How to use fastText for document classification on Linux?
Published on Aug. 22, 2023, 12:19 p.m.
To use fastText for document classification on Linux, you can follow these steps:
- Prepare the training data: Prepare the training data in fastText format, where each line is a single text document followed by a label that indicates the category of the document. The label should be prefixed with the
__label__
prefix. For example, if you have a document about sports, the format should be:
This is a document about sports __label__sports
- Train the model: Train the fastText model on the labeled text data using the
fasttext
command-line tool. You can specify the training data file, the number of epochs, and other hyperparameters such as learning rate and dimensionality of the word vectors. For example, to train a document classification model, you can run:
fasttext supervised -input train.txt -output model -dim 100 -lr 0.1 -epoch 25
This will create a model file model.bin
that contains the word vectors and the category labels.

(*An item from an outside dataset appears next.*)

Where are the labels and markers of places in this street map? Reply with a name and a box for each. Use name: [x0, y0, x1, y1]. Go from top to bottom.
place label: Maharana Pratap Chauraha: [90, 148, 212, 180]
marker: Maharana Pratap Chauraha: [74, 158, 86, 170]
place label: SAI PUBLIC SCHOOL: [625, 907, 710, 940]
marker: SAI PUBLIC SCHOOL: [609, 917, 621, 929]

3. Evaluate the model: Evaluate the model on a test set to see how well it performs in document classification. You can use metrics such as accuracy, F1 score, and confusion matrix to evaluate the model’s performance.
4. Use the model for document classification: Use the trained model to classify new documents with the predict
command-line tool. You can specify the model file, the input file that contains the documents to be classified, and the number of labels to output per document. For example:
fasttext predict model.bin test.txt 3
This will output the top 3 predicted labels for each document in the test.txt
file.
That’s it! With these steps, you should be able to use fastText for document classification on Linux.